Against that background, the directors urged Khan to “lay our fears to rest” by providing them with relevant accounts of his administration as per their previous requests.
“Sir, just comply with the law and give us copies of our accounts at Republic Bank… since your appointment and accounts relating to your administration of our Company, ” the Bulkans have asked of Khan.
In their most recent letter to Khan dated June 1st, 2022, and seen by the Stabroek News, the Bulkans said that with Khan having indicated that all of PWL’s assets had been sold since 2015, they remain at a loss as to why he was still entrenched in the position of receiver, as there was nothing for him to preside over.
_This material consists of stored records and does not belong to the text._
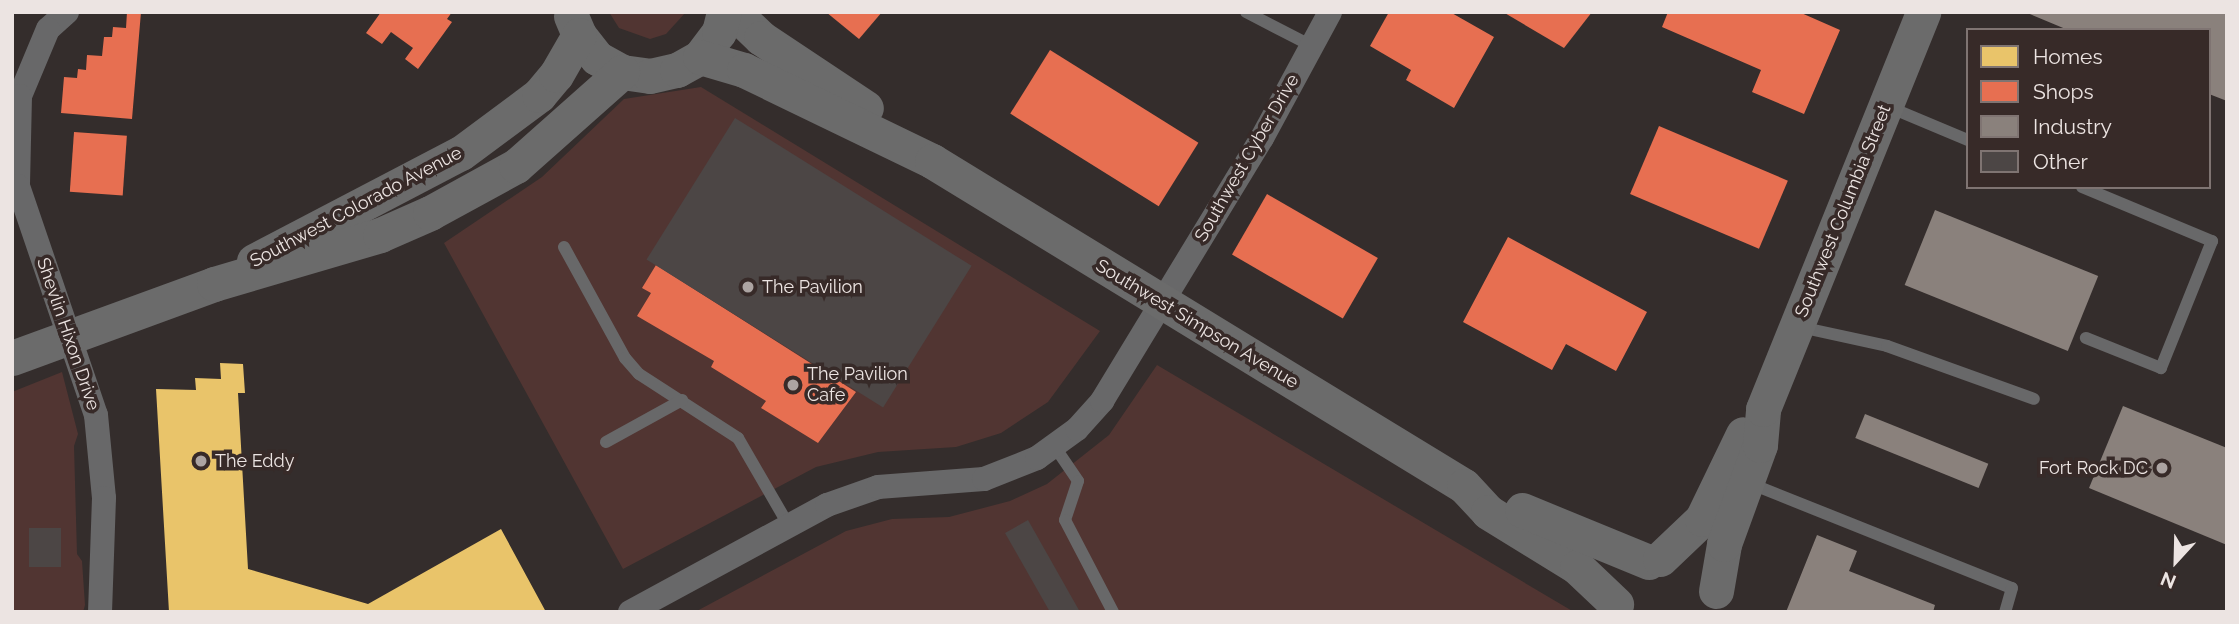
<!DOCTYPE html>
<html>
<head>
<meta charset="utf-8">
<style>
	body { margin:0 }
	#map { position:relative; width:2239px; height:624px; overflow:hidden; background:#342d2c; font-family:Raleway,sans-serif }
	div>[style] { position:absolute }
	.green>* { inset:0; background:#513532 }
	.homes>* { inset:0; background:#e9c46a }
	.shops>* { inset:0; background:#e76f51; transform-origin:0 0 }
	.industry>* { inset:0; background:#8a817c; transform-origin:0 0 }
	.building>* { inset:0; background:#4c4645; transform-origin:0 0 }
	.lane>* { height:12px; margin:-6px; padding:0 6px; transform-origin:6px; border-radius:6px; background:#686869 }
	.street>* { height:24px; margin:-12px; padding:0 12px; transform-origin:12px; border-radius:12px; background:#686869 }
	.secondary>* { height:35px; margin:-17.5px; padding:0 17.5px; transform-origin:17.5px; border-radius:17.5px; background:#6b6b6b }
	.dots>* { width:19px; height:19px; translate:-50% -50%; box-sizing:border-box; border:4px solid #372a28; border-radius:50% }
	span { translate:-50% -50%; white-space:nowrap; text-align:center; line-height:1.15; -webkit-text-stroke:7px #372a28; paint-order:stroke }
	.street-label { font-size:18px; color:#ece4e2 }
	.poi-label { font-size:18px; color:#ece4e2 }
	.left { translate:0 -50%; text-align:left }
	.right { translate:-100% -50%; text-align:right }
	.frame { position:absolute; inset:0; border:14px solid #ece4e2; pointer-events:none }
	.legend { position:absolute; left:1966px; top:28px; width:245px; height:161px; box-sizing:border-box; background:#372a28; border:2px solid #7f7472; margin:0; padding:9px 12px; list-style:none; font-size:21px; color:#ece4e2 }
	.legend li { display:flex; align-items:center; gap:14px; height:35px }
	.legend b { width:35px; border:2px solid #7f7472 }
	.north { position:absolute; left:2141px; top:526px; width:70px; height:70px; -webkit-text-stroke:5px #372a28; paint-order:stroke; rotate:202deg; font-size:19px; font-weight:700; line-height:28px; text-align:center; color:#ece4e2 }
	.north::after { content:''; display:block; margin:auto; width:24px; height:32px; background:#ece4e2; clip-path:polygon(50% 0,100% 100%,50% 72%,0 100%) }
</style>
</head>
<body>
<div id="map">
	<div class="green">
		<div style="clip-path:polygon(609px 12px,686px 12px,666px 34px,650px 39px,619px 28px)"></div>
		<div style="clip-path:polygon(701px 87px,1100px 331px,1048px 402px,1001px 433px,956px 447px,878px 452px,816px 467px,623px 569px,444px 243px,542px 177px,624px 99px)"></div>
		<div style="clip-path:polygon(1157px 365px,1574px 612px,695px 612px,846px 531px,892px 519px,949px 517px,1010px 501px,1047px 484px,1109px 435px)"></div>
		<div style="clip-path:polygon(62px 372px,78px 434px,74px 446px,77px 554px,82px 561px,85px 605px,83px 612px,12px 612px,12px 392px)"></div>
	</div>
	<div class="homes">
		<div style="clip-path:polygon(220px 363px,243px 364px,245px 393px,238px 393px,248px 569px,368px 604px,501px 529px,546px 612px,169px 612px,156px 389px,196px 390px,195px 378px,221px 379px)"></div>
	</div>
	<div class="shops">
		<div style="clip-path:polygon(127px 12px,141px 12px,132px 119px,61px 113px,64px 77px,77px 78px,78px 69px,86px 70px,87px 55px,102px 56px,104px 37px,112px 37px,113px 27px,126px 28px)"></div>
		<div style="clip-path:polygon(381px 12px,452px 12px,447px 19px,452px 22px,418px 69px,405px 59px,413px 48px,391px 32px,382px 44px,366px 33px)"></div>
		<div style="clip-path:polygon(826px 12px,882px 12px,859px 39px)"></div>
		<div style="clip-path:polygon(1389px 12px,1450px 12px,1494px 37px,1454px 108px,1406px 80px,1411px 70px,1370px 46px)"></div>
		<div style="clip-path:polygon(1503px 12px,1592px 12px,1564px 48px)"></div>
		<div style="clip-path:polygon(1668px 12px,1799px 12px,1840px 30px,1804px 114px,1752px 92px,1761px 70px,1662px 27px)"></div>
		<div style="left:1050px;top:50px;width:175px;height:75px;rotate:32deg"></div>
		<div style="left:1659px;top:126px;width:140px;height:74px;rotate:23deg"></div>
		<div style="left:74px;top:132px;width:53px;height:60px;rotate:4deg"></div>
		<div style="left:1267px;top:194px;width:128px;height:70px;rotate:30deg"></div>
		<div style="clip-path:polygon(1508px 237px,1647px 312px,1616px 371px,1566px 344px,1552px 370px,1463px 322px)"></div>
		<div style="clip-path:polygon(656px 265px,856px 392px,818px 443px,761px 408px,766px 401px,711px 367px,714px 361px,637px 316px,651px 293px,642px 288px)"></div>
	</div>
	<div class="industry">
		<div style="clip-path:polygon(2025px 12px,2227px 12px,2227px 101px,2209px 94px,2209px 30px,2068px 30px)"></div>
		<div style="left:1935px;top:210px;width:176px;height:81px;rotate:22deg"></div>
		<div style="clip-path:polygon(2123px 406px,2227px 448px,2227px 545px,2089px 488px)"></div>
		<div style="left:1865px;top:414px;width:133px;height:26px;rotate:22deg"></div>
		<div style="clip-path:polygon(1817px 535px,1857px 551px,1849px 571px,1935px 605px,1933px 612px,1786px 612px)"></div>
	</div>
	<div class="building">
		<div style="left:735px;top:118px;width:279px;height:167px;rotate:32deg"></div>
		<div style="clip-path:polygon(1028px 520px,1080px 612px,1050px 612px,1005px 533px)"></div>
		<div style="left:29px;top:528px;width:32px;height:39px"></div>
	</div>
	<div class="lane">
		<div style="left:1246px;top:12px;width:72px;rotate:27.3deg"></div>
		<div style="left:1889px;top:107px;width:86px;rotate:22.7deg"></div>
		<div style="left:2082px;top:187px;width:141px;rotate:22.6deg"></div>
		<div style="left:2212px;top:241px;width:137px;rotate:111.9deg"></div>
		<div style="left:2161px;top:368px;width:81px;rotate:-158.2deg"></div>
		<div style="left:564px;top:247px;width:127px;rotate:61.2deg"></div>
		<div style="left:625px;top:358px;width:21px;rotate:49deg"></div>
		<div style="left:639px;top:374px;width:118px;rotate:32.9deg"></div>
		<div style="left:738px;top:438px;width:102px;rotate:59.9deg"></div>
		<div style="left:1800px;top:327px;width:89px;rotate:12.3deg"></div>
		<div style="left:1887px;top:346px;width:156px;rotate:19.8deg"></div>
		<div style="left:606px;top:442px;width:87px;rotate:-28.9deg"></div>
		<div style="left:1055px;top:447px;width:41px;rotate:55.9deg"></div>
		<div style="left:1078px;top:481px;width:41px;rotate:108.4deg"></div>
		<div style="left:1065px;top:520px;width:104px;rotate:62.4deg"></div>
		<div style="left:1749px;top:483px;width:283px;rotate:21.8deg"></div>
		<div style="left:2012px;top:588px;width:25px;rotate:106deg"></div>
	</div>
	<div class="street">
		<div style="left:67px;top:12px;width:25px;rotate:138deg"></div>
		<div style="left:48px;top:29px;width:73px;rotate:112.7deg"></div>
		<div style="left:20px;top:96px;width:90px;rotate:91.3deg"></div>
		<div style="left:18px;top:186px;width:242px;rotate:71.2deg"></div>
		<div style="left:96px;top:415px;width:83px;rotate:84.5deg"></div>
		<div style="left:104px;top:498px;width:114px;rotate:92deg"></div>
		<div style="left:630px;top:612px;width:224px;rotate:-28.5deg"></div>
		<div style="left:827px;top:505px;width:54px;rotate:-19.4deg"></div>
		<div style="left:878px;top:487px;width:106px;rotate:-4.3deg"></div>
		<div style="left:984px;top:479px;width:57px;rotate:-21.6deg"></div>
		<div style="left:1037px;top:458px;width:49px;rotate:-35.9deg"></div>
		<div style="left:1077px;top:429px;width:38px;rotate:-48deg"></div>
		<div style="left:1102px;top:401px;width:308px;rotate:-58.7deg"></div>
		<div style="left:1262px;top:138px;width:143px;rotate:-61.6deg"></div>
	</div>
	<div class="secondary">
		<div style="left:734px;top:12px;width:37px;rotate:44deg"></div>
		<div style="left:761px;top:38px;width:126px;rotate:33.7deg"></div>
		<div style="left:571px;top:16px;width:21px;rotate:67deg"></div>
		<div style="left:579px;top:35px;width:29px;rotate:52deg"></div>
		<div style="left:597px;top:58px;width:29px;rotate:29deg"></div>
		<div style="left:622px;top:72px;width:28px;rotate:8deg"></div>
		<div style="left:650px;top:76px;width:28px;rotate:-13deg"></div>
		<div style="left:677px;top:70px;width:26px;rotate:-29deg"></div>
		<div style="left:700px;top:57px;width:31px;rotate:-53deg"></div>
		<div style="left:719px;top:32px;width:21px;rotate:-76deg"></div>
		<div style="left:700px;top:57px;width:46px;rotate:16.5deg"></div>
		<div style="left:744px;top:70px;width:209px;rotate:25.8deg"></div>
		<div style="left:932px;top:161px;width:623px;rotate:31.42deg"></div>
		<div style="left:1464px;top:486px;width:35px;rotate:47deg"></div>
		<div style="left:1488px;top:512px;width:105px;rotate:31.7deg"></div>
		<div style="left:1577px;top:567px;width:54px;rotate:43.5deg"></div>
		<div style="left:254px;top:261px;width:233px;rotate:-27.6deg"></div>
		<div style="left:461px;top:153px;width:97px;rotate:-36.6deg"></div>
		<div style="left:539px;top:95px;width:26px;rotate:-50deg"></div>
		<div style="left:556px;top:75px;width:46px;rotate:-60.1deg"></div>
		<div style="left:12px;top:358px;width:215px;rotate:-20.1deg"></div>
		<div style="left:214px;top:284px;width:173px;rotate:-16.4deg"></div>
		<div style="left:380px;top:235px;width:55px;rotate:-23.7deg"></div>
		<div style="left:430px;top:213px;width:98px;rotate:-28.7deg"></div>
		<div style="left:516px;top:166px;width:142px;rotate:-41.6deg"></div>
		<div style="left:1522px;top:510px;width:137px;rotate:22.3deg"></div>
		<div style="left:1660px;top:559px;width:58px;rotate:-43.6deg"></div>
		<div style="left:1702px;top:519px;width:94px;rotate:-64.2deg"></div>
		<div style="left:1716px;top:591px;width:48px;rotate:-80.3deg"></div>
		<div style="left:1724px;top:544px;width:105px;rotate:-70deg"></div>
		<div style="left:1760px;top:445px;width:36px;rotate:-85deg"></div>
		<div style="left:1763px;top:409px;width:428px;rotate:-68deg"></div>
	</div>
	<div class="dots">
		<div style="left:748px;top:287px;background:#aca4a2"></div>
		<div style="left:793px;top:385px;background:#aca4a2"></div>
		<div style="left:201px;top:461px;background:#aca4a2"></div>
		<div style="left:2162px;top:468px;background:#aca4a2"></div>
	</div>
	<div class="street-label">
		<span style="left:1247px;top:158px;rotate:-60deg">Southwest Cyber Drive</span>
		<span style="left:356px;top:207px;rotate:-28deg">Southwest Colorado Avenue</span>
		<span style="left:1843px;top:211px;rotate:-68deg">Southwest Columbia Street</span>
		<span style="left:1197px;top:324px;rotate:31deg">Southwest Simpson Avenue</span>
		<span style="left:68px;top:334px;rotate:71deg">Shevlin Hixon Drive</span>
	</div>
	<div class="poi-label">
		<span class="left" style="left:762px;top:287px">The Pavilion</span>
		<span class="left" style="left:807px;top:385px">The Pavilion<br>Cafe</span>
		<span class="left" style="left:215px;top:461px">The Eddy</span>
		<span class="right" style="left:2148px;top:468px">Fort Rock DC</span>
	</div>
	<div class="frame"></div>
	<ul class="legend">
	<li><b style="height:19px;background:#e9c46a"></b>Homes</li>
	<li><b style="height:19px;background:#e76f51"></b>Shops</li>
	<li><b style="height:19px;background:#8a817c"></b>Industry</li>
	<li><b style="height:19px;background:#4c4645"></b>Other</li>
	</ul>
	<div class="north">N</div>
</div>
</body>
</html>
“Just imagine, you got rid of all the Company’s assets in 2015 with zero accounting to us and are still in place seven years later. Doing what, may we ask?” the Bulkan brothers enquired in their letter.
Meanwhile, Andrews, in his letter to the Bank, said that his interest remains the welfare of the former PWL employees, while adding that given the conclusion of the legal action, their expectation was that the “receiver would be discharged and they would get something from the remaining proceeds.”
With the Bulkans relating to him that they are “totally in the dark” regarding the affairs of their company, Andrews in his letter to Grell said that if this is in fact true, “apart from finding it to be shocking, we assert that it is far divorced from your published core values which speaks very eloquently to integrity, respect for the individual and professionalism.”
Andrews said he joins with the directors in urging the Bank to ensure that Khan immediately provide the Bulkans with copies of their company’s accounts.
“We beseech you Sir, on behalf of the many workers and their families, to come clean, in order that these workers may have some closure, irrespective of what it may be.”